■ Work to be completed:
The word "breaks" appears in some lines of the records below; state how many lines, and nothing else.

■ Input:
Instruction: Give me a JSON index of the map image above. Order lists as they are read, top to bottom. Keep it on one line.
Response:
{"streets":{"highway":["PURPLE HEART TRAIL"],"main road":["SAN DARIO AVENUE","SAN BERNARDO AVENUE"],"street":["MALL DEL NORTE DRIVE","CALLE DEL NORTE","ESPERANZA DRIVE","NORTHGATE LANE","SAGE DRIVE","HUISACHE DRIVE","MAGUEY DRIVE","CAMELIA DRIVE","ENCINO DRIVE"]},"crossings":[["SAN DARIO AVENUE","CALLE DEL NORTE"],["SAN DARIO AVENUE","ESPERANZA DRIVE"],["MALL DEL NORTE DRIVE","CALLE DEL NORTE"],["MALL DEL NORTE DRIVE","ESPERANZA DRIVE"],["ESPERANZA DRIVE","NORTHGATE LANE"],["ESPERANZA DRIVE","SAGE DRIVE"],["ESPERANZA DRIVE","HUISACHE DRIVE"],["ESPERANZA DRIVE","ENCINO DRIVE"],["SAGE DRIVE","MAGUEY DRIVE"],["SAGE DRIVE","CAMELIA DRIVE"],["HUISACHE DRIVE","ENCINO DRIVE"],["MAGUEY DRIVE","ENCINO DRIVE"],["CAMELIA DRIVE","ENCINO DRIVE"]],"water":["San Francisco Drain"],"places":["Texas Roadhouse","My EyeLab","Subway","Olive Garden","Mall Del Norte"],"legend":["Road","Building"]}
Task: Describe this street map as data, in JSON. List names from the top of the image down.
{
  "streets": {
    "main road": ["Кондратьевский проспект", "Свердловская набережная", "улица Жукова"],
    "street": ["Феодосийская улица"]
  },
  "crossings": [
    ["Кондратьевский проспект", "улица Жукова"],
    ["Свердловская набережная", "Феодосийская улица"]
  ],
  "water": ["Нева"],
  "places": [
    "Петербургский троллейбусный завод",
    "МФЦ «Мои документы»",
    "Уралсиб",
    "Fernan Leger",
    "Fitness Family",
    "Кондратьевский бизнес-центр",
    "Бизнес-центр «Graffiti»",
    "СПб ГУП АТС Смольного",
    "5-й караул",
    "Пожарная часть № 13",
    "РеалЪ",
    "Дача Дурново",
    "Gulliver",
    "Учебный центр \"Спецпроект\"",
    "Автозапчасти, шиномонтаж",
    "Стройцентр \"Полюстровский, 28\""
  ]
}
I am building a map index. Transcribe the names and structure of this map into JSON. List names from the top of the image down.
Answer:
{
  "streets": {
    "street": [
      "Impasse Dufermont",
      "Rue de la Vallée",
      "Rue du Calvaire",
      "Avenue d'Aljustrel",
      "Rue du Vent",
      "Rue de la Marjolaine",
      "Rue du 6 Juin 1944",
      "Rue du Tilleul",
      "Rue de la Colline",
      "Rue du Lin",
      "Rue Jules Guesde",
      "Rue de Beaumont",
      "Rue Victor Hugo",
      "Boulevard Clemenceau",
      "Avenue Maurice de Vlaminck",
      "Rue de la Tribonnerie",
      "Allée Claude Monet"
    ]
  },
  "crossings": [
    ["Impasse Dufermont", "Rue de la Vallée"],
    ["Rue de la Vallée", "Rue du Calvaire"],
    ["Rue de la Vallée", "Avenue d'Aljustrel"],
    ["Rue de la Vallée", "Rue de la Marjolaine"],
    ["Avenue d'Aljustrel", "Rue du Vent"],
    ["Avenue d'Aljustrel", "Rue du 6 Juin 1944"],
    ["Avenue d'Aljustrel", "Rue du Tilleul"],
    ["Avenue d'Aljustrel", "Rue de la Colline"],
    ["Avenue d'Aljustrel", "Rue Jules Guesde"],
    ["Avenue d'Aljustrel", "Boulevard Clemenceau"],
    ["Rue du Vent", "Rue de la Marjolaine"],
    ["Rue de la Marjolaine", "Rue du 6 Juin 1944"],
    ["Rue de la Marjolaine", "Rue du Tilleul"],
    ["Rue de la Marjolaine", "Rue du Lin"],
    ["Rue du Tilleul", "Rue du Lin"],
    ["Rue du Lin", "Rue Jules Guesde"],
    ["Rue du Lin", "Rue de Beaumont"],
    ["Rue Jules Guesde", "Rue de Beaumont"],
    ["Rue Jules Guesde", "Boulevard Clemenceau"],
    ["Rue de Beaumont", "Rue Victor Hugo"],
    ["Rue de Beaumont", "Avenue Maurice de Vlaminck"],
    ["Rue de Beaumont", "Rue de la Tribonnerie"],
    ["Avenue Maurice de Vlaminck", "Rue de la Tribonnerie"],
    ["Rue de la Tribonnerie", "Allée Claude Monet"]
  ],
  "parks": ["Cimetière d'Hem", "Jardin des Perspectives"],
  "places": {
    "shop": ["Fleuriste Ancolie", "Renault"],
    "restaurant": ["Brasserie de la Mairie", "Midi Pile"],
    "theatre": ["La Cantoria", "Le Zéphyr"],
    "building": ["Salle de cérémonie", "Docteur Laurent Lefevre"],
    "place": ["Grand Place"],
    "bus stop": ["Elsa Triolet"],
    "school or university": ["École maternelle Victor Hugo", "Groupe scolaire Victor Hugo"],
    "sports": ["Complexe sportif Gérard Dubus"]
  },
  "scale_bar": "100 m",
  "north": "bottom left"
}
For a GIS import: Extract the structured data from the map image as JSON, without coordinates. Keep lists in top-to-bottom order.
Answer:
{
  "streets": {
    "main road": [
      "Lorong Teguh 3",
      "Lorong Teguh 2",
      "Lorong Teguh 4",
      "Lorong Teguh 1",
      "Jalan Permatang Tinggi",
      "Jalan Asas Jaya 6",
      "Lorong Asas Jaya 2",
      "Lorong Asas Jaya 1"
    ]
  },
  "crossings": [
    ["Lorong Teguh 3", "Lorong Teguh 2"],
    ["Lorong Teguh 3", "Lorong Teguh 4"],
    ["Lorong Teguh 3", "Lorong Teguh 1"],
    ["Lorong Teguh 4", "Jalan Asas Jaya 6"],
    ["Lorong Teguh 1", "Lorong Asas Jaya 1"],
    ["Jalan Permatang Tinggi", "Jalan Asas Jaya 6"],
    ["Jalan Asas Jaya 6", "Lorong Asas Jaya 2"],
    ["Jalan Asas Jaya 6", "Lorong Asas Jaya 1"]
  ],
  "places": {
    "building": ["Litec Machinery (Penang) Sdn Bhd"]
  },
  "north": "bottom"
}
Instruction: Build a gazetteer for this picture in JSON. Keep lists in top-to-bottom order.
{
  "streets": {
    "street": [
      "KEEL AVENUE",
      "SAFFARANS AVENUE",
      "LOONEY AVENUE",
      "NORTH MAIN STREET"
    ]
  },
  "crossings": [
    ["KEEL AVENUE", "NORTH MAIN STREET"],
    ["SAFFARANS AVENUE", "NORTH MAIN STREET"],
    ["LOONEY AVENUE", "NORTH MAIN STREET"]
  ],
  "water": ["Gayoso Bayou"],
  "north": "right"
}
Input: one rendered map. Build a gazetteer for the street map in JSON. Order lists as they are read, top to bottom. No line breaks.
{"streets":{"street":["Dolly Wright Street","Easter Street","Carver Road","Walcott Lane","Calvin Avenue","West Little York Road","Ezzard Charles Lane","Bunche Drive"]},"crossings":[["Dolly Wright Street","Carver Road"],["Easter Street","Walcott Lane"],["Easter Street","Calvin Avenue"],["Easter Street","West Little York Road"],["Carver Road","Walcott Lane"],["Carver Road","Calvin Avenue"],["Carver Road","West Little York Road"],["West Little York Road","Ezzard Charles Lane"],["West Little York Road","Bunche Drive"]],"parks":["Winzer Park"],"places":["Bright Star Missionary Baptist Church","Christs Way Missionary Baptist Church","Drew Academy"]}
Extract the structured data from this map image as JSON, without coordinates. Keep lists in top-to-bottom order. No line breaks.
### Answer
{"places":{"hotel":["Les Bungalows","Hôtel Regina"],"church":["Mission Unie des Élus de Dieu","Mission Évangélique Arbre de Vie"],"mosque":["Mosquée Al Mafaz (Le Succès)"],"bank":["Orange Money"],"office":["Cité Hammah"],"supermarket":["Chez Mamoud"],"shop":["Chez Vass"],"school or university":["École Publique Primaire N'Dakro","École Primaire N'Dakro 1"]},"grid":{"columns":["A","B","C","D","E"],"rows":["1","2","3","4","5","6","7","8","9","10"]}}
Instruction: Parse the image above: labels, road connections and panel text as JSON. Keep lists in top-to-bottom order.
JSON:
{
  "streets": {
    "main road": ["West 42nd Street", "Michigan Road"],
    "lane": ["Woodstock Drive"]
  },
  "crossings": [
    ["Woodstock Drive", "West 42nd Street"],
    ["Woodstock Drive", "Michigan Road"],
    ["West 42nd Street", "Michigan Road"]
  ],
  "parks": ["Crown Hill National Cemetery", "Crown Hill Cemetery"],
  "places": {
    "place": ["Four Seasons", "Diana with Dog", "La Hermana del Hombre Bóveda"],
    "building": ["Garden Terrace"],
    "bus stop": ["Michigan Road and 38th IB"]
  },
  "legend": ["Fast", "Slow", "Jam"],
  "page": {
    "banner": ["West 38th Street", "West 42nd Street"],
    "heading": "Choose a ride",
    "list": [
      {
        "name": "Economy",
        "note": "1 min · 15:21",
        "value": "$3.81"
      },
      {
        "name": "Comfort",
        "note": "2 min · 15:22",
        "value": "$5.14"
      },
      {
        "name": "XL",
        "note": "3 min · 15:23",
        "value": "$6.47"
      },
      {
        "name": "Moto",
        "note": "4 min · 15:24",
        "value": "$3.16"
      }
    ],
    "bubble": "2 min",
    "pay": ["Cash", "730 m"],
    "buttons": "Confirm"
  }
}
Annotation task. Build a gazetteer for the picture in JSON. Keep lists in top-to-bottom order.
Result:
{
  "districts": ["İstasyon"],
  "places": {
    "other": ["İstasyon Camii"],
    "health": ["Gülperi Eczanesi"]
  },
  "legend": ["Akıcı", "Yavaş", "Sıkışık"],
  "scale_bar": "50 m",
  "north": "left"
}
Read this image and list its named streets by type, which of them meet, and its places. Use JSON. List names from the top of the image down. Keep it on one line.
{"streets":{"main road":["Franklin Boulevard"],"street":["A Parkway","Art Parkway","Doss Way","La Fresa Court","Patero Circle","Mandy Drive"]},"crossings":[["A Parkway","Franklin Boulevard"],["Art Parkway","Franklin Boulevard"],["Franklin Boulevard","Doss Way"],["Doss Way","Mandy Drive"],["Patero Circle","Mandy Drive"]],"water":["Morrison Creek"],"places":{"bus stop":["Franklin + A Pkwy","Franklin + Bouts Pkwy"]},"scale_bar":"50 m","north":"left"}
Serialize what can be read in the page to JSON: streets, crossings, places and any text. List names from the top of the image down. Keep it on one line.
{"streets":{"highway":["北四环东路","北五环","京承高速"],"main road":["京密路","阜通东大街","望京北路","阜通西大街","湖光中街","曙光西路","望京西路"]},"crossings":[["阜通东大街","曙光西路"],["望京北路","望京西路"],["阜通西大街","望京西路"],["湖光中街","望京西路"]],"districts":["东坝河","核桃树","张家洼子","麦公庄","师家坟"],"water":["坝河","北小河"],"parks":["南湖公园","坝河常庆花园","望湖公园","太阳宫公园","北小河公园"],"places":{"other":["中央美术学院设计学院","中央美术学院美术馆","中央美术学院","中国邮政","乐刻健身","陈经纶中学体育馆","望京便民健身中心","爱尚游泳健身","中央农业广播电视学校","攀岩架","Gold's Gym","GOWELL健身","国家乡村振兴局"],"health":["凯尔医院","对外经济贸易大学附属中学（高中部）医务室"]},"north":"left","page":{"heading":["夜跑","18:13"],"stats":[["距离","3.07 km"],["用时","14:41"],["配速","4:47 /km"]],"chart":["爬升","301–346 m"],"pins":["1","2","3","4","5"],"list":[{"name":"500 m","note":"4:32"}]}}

■ Output of the exercise:
2